Basic Template Inheritance Tutorial for Adobe CQ5

In coming to an engagement where I am helping one of the world’s most iconic fund raisers migrate from an aging and unwieldy Vignette integration to Adobe CQ5, one of their biggest concerns is with template creation and construction which for them is one of their primary pain points. While this might be an onerous task in Vignette, I don’t find the same to be true with CQ5, especially once you get your integration started and have a couple of master templates to inherit from. Having spent the day on the ground with the customer and the evening with a couple of new to CQ5 consultants, explaining how template inheritance work, I felt like capturing my thoughts and illustrating how quickly and easily a child template could be created. To start with, assume we have a basic parent template already created, with a fairly basic layout that is probably pretty common to many websites out there; a header, footer, left column navigation, a center content body and a right rail. Our parent template content component probably looks something like this:
homepage_main
content.jsp – includes some basic HTML & includes of the rest of the template content

header.jsp – includes the html to render out top banner and site wide links
footer.jsp – includes html to render typical boiler plate at the bottom of the page
leftnav.jsp – includes the html or an include of the navigation component
contentbody.jsp – lets make this simple for now, just an include of a parsys
rightrail.jsp – same as contentbody, just a parsys
Now a page of type homepage_main is going to be pretty plain, with 2 separate content areas for authors to drop content in a free form manor that has become one of the key differentiators of CQ5. Now this is a fairly simple template that any even remotely practiced CQ5 developer could create in say, an hour or two, depending on how convoluted the front end code is. Now is where the inheritance model of CQ5 really comes into play and really empowers the developer to create additional new templates quickly. The requirements for the system state that a specific marketing tout appear at the top of the right rail on a significant percentage of the pages. So, quickly create a new template …

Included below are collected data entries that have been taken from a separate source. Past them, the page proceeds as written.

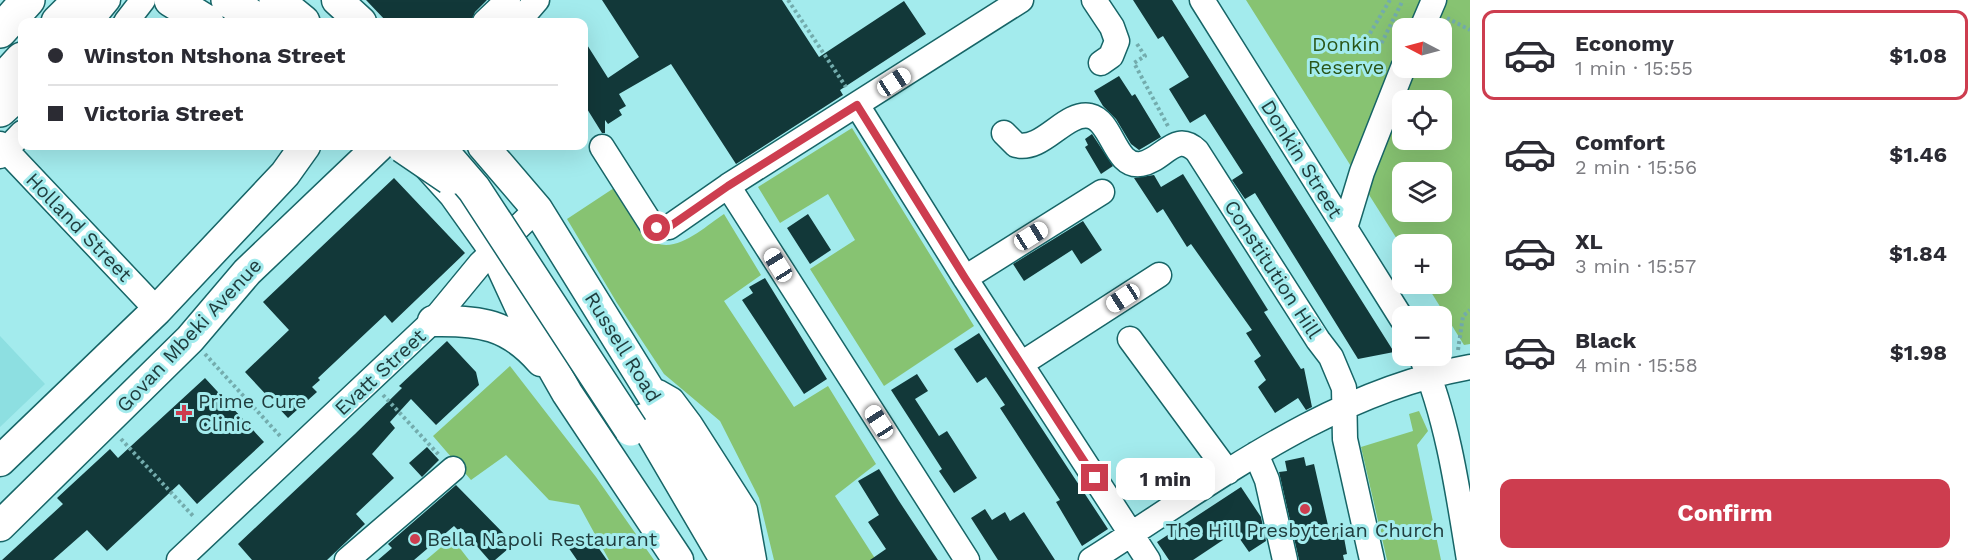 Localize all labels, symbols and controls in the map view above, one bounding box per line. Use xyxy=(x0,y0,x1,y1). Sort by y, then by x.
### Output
north arrow xyxy=(1392,18,1452,78)
map controls xyxy=(1392,18,1452,366)
icon: car xyxy=(1503,28,1557,82)
text: Economy xyxy=(1575,31,1674,56)
park label: Donkin Reserve xyxy=(1308,32,1384,79)
text: Winston Ntshona Street xyxy=(84,43,345,68)
text: $1.08 xyxy=(1889,43,1947,68)
text: 1 min · 15:55 xyxy=(1575,56,1693,80)
car xyxy=(874,65,914,99)
button: locate xyxy=(1392,90,1452,150)
street label: Donkin Street xyxy=(1256,95,1348,223)
text: Victoria Street xyxy=(84,101,243,126)
icon: car xyxy=(1503,127,1557,181)
text: Comfort xyxy=(1575,130,1665,155)
text: $1.46 xyxy=(1889,142,1947,167)
text: 2 min · 15:56 xyxy=(1575,155,1697,179)
button: layers xyxy=(1392,162,1452,222)
street label: Holland Street xyxy=(21,168,137,287)
street label: Constitution Hill xyxy=(1219,195,1327,343)
route start xyxy=(643,214,670,241)
car xyxy=(1011,219,1051,253)
icon: car xyxy=(1503,226,1557,280)
text: XL xyxy=(1575,229,1603,254)
button: + xyxy=(1392,234,1452,294)
text: $1.84 xyxy=(1889,241,1947,266)
car xyxy=(761,245,795,285)
street label: Govan Mbeki Avenue xyxy=(111,253,267,417)
text: 3 min · 15:57 xyxy=(1575,254,1696,278)
car xyxy=(1103,281,1143,315)
street label: Russell Road xyxy=(580,288,666,406)
button: − xyxy=(1392,306,1452,366)
street label: Evatt Street xyxy=(330,323,431,420)
icon: car xyxy=(1503,325,1557,379)
text: Black xyxy=(1575,328,1636,353)
text: $1.98 xyxy=(1890,340,1947,365)
text: 4 min · 15:58 xyxy=(1575,353,1698,377)
place label: Prime Cure Clinic xyxy=(198,389,307,436)
car xyxy=(862,402,896,442)
marker: Prime Cure Clinic xyxy=(175,404,193,422)
callout: 1 min xyxy=(1116,457,1215,499)
route end xyxy=(1081,464,1108,491)
text: 1 min xyxy=(1140,467,1191,491)
button: Confirm xyxy=(1500,479,1950,548)
marker: The Hill Presbyterian Church xyxy=(1298,502,1312,516)
place label: The Hill Presbyterian Church xyxy=(1165,518,1445,542)
place label: Bella Napoli Restaurant xyxy=(427,527,658,551)
marker: Bella Napoli Restaurant xyxy=(408,532,422,546) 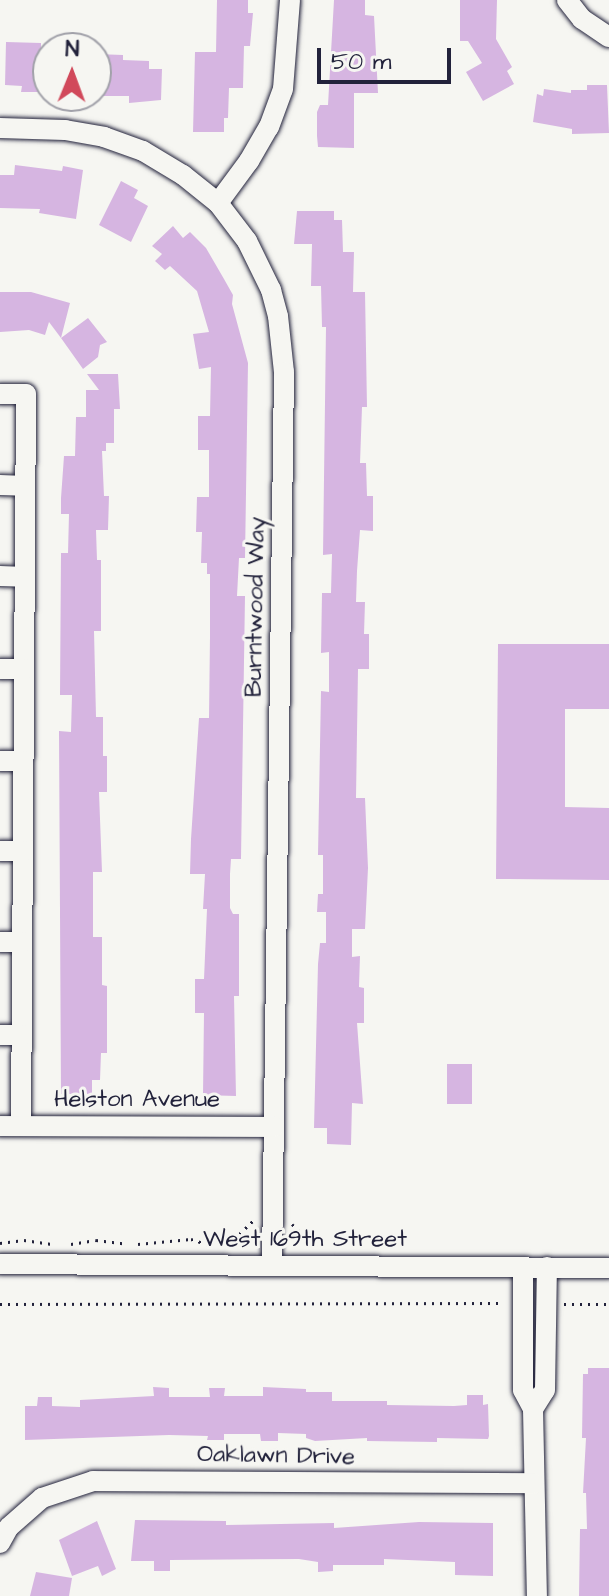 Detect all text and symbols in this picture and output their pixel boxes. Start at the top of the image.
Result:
north arrow [32,32,112,112]
scale bar [321,32,455,82]
text: N [65,34,80,65]
text: 50 m [331,45,391,79]
street label: Burntwood Way [240,517,272,697]
street label: Helston Avenue [54,1086,220,1114]
street label: West 169th Street [203,1226,407,1254]
street label: Oaklawn Drive [197,1440,355,1472] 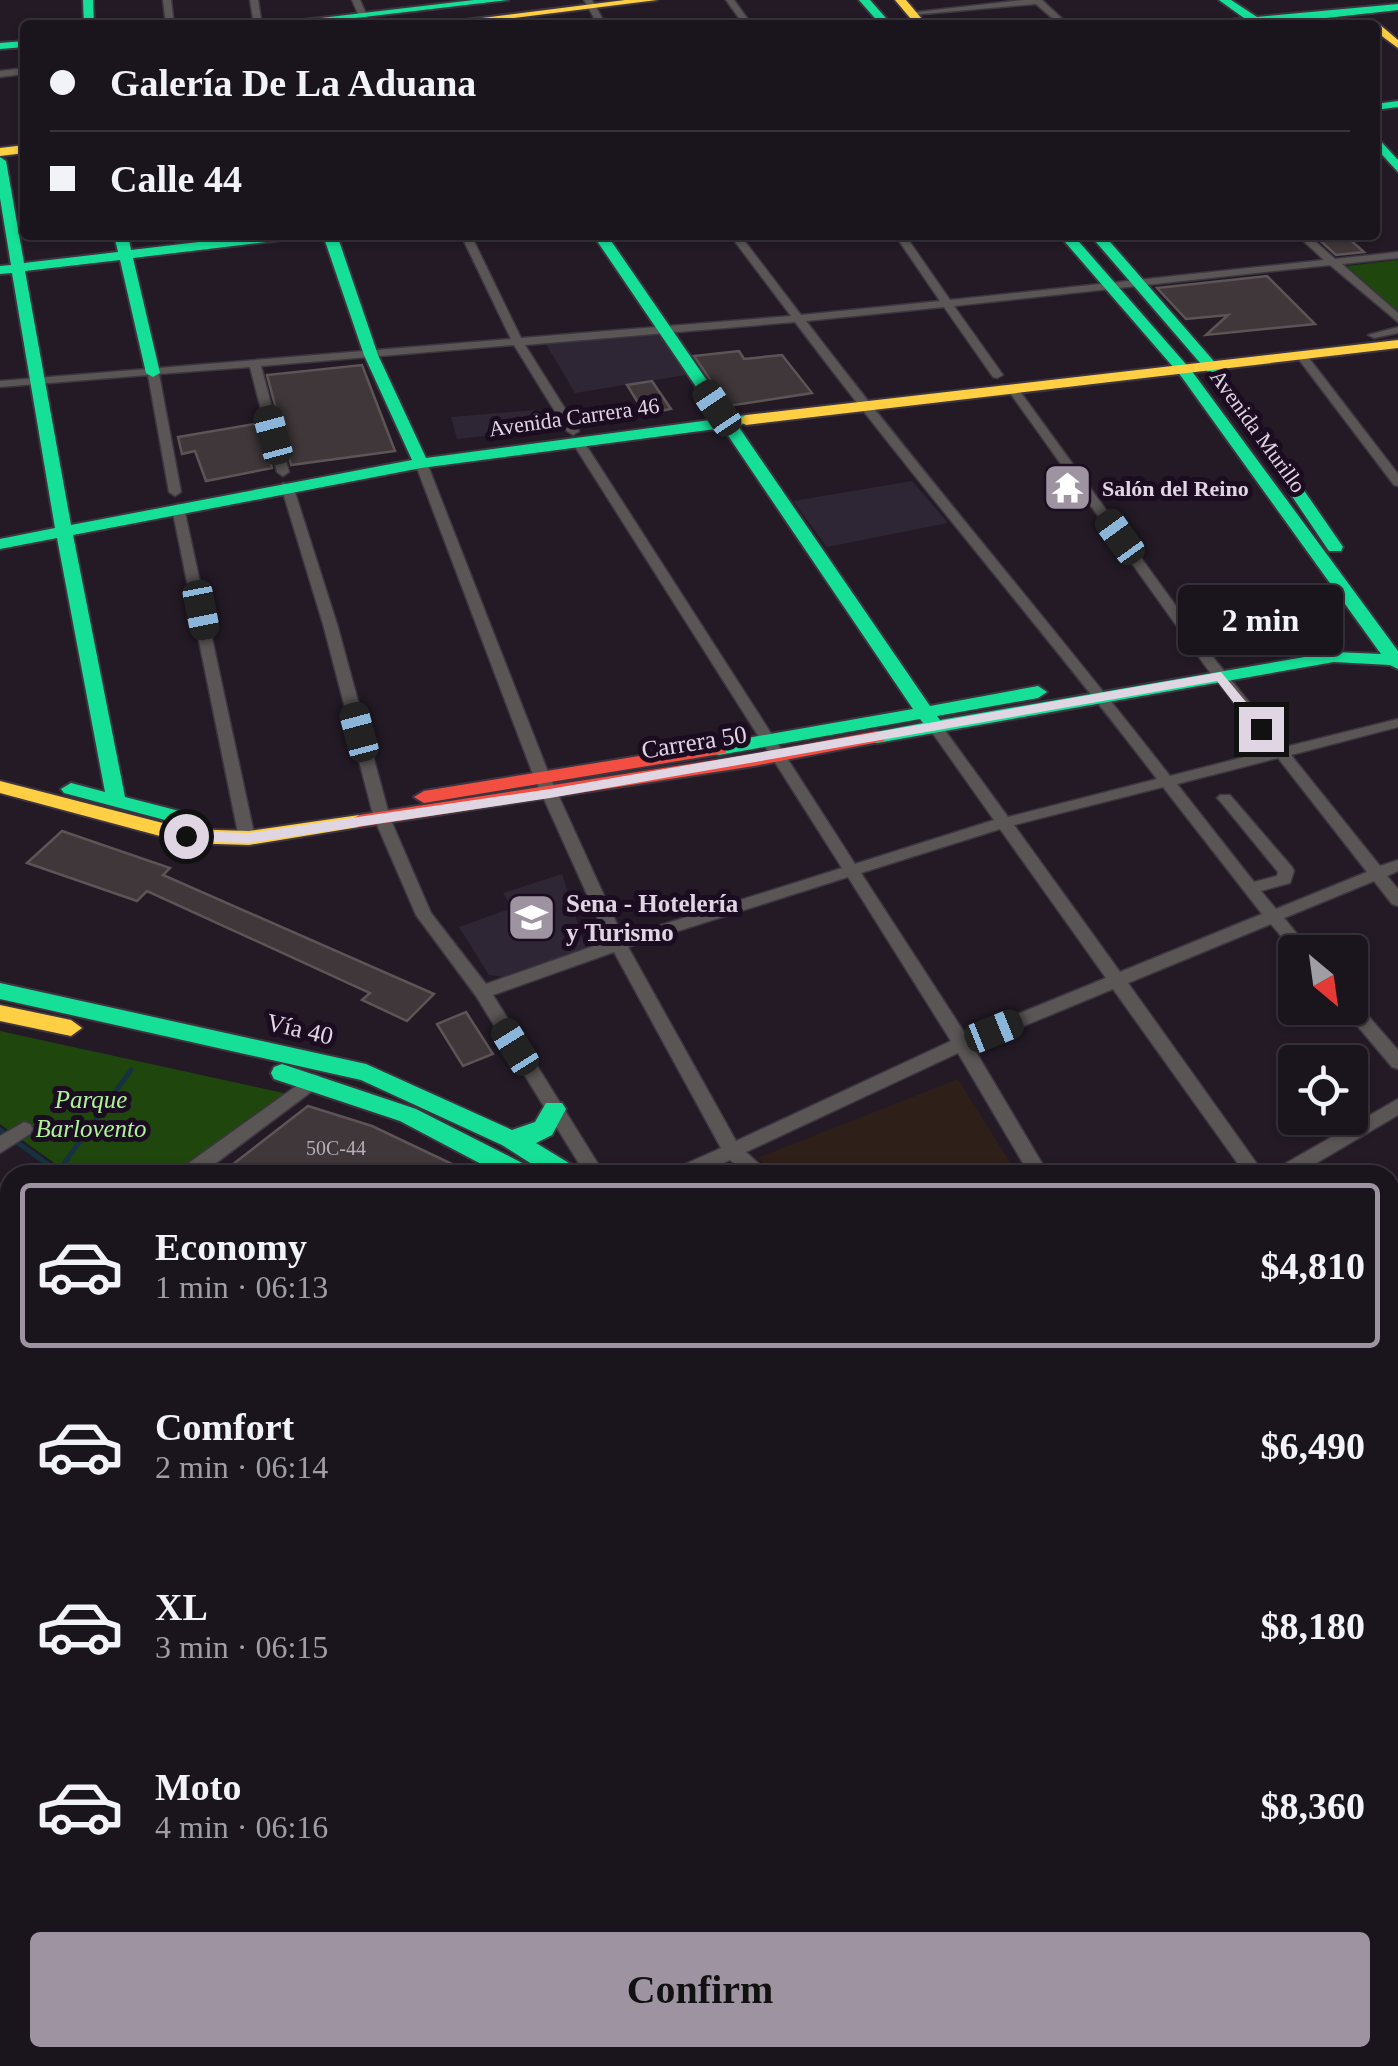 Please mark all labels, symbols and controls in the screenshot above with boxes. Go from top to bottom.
text: Galería De La Aduana [110,62,476,104]
text: Calle 44 [110,158,242,200]
street label: Avenida Murillo [1205,365,1311,497]
car [688,375,746,441]
street label: Avenida Carrera 46 [487,393,661,441]
car [251,402,295,468]
temple icon: Salón del Reino [1041,462,1093,514]
place label: Salón del Reino [1102,476,1249,501]
car [1090,504,1150,570]
car [181,578,221,642]
callout: 2 min [1178,584,1344,654]
text: 2 min [1222,602,1299,638]
car [337,699,381,765]
route end [1239,707,1284,752]
street label: Carrera 50 [639,720,749,764]
route start [164,814,209,859]
place label: Sena - Hotelería y Turismo [566,890,739,946]
school or university icon: Sena - Hotelería y Turismo [505,891,557,943]
north arrow [1278,935,1368,1025]
map controls [1278,935,1368,1135]
car [961,1006,1027,1056]
street label: Vía 40 [264,1008,336,1050]
car [486,1014,544,1080]
button: locate [1278,1045,1368,1135]
park label: Parque Barlovento [35,1086,147,1142]
house number: 50C-44 [306,1137,366,1159]
icon: car [35,1221,125,1311]
text: Economy [155,1226,307,1268]
text: $4,810 [1261,1245,1365,1287]
text: 1 min · 06:13 [155,1269,328,1305]
icon: car [35,1401,125,1491]
text: Comfort [155,1406,294,1448]
text: $6,490 [1261,1425,1365,1467]
text: 2 min · 06:14 [155,1449,328,1485]
icon: car [35,1581,125,1671]
text: XL [155,1586,208,1628]
text: $8,180 [1261,1605,1365,1647]
text: 3 min · 06:15 [155,1629,328,1665]
icon: car [35,1761,125,1851]
text: Moto [155,1766,242,1808]
text: $8,360 [1261,1785,1365,1827]
text: 4 min · 06:16 [155,1809,328,1845]
button: Confirm [30,1932,1370,2047]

Create a new template called childpage under apps//component/page
Provide a name for this template, assign it properties for allowedParents, allowedChildren and then set up the sling:resourceSuperType
For the sling:resourceSuperType, set the value to apps//component/page/homepage_main

For simplicity sake, just grab the rightrail.jsp from homepage_main and add either the code for your marketing tout or an include of the appropriate component. You can either replace the parsys or leave it there under the marketing tout for further content.

Under apps//component/template create the template component of the same name and set the sling:resourceType on the _jcr_content node to point to your new page component These last 5 steps shouldn’t cost you more than 10-15 minutes and you’ve created a consistent look for a large group of pages, you’ve saved your content authors a ton of time going from page to page adding the marketing tout to the parsys and you’ve ensured that the content is right 100% of the time.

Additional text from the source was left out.